Malaysian pop singer and actor (born 1959)

Dato' Jamal Ubaidillah bin Haji Mohd Ali (born 7 May 1959), known by his stage name Jamal Abdillah, is a Malaysian pop singer and actor with a "bad boy" image.

Jamal began his singing career in 1973. He won Radio Televisyen Malaysia's Bintang RTM competition in 1979. Following his victory, he continued to sing but also appeared in films such as 'Azura'.
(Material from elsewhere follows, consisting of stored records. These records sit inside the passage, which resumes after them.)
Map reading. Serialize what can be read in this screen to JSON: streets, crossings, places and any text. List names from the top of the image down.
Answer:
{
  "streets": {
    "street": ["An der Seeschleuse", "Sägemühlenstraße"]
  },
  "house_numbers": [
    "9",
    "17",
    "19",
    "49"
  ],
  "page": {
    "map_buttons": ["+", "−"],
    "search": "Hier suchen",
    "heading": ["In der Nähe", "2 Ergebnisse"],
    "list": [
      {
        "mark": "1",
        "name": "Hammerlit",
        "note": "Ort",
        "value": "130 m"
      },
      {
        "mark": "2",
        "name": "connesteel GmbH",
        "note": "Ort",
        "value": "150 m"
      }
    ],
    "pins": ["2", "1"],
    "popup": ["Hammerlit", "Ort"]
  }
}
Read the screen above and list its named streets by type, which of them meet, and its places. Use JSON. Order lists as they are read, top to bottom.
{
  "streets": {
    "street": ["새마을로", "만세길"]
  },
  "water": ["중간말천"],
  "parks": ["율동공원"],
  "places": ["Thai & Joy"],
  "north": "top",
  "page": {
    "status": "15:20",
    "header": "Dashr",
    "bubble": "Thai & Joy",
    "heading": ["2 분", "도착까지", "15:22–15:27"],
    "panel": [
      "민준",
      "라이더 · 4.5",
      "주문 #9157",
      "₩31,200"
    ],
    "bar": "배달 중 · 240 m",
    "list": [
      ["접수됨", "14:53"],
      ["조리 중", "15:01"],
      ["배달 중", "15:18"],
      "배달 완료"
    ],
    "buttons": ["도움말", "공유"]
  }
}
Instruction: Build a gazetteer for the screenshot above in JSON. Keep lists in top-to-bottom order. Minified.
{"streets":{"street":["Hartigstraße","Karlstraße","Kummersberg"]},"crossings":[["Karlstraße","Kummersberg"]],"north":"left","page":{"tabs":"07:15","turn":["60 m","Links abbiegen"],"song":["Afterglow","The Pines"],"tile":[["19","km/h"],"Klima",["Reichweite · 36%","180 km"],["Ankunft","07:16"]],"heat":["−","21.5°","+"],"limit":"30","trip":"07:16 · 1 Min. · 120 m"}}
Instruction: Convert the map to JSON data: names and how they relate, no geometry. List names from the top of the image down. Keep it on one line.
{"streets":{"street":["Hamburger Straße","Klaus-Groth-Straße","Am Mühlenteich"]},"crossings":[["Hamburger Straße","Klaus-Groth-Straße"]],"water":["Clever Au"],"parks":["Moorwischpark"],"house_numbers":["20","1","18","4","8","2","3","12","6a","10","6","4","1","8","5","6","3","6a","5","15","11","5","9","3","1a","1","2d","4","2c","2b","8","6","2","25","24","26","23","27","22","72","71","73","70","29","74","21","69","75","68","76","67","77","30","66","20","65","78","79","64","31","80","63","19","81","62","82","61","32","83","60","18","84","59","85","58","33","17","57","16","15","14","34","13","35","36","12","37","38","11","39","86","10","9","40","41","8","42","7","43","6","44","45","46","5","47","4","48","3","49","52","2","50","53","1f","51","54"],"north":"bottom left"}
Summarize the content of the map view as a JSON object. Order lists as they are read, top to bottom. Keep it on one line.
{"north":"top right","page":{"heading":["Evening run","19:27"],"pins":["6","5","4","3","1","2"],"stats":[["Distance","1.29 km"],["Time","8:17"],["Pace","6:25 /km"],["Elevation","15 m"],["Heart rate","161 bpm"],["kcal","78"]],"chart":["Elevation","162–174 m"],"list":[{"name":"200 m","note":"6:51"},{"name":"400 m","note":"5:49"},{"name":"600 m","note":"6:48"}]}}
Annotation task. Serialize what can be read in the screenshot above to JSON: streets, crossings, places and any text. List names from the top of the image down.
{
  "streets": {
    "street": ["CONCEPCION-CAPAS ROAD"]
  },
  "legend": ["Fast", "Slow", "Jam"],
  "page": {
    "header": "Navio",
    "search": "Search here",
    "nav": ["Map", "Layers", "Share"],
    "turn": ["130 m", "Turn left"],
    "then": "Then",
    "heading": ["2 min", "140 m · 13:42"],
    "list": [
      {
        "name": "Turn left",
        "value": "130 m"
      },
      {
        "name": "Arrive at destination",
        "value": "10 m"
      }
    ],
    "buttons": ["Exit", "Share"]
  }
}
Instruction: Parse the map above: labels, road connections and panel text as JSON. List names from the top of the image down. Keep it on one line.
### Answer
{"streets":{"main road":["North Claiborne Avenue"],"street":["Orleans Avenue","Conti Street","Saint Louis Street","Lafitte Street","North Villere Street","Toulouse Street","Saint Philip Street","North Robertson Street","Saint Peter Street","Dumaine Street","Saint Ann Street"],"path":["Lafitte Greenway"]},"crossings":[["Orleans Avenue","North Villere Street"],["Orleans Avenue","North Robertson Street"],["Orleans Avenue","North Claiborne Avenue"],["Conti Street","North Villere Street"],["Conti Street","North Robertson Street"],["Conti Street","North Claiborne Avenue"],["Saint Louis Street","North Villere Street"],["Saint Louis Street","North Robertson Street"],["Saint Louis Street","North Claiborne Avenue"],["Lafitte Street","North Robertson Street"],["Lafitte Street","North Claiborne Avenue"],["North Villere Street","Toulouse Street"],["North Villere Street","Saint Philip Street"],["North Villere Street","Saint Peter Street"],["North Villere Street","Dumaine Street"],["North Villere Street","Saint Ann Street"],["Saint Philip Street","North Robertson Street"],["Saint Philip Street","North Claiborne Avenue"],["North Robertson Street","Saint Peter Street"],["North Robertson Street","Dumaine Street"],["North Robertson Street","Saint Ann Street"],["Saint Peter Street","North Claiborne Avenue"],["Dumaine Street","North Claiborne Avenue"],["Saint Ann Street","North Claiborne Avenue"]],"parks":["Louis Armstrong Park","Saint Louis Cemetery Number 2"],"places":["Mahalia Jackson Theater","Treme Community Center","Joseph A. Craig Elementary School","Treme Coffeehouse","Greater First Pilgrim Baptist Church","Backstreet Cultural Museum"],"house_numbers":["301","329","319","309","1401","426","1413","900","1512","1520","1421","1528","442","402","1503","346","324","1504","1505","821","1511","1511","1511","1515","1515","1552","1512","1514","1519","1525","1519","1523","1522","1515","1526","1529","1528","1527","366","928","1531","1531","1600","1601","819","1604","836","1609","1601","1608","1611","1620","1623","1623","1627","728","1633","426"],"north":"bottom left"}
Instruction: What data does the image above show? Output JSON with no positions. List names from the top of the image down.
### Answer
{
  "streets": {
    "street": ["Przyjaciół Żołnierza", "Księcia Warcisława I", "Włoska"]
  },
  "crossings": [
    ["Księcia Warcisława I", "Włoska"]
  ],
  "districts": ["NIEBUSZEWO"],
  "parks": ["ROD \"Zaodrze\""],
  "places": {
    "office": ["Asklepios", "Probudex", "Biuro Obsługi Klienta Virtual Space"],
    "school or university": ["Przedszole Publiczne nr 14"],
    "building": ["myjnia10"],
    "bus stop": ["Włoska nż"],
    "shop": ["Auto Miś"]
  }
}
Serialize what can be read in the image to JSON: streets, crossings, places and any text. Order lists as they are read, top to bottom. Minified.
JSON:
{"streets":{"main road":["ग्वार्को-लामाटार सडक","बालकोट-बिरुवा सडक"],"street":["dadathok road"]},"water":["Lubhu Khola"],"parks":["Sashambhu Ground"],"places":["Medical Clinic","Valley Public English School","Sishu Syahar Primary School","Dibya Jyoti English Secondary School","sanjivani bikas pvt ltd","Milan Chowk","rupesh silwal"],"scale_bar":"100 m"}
Jamal is the eldest of seven siblings. Having married four times, Jamal has four sons, Osama Yamani (known as Yamani Abdillah), Ahmad Zaki Yamani, El Isaac Yamani, and Iskandar Rayyan Yamani; and three daughters, Nur Azura Yamani, Rahil Laura Salsabila Yamani and Magdalena Yamani.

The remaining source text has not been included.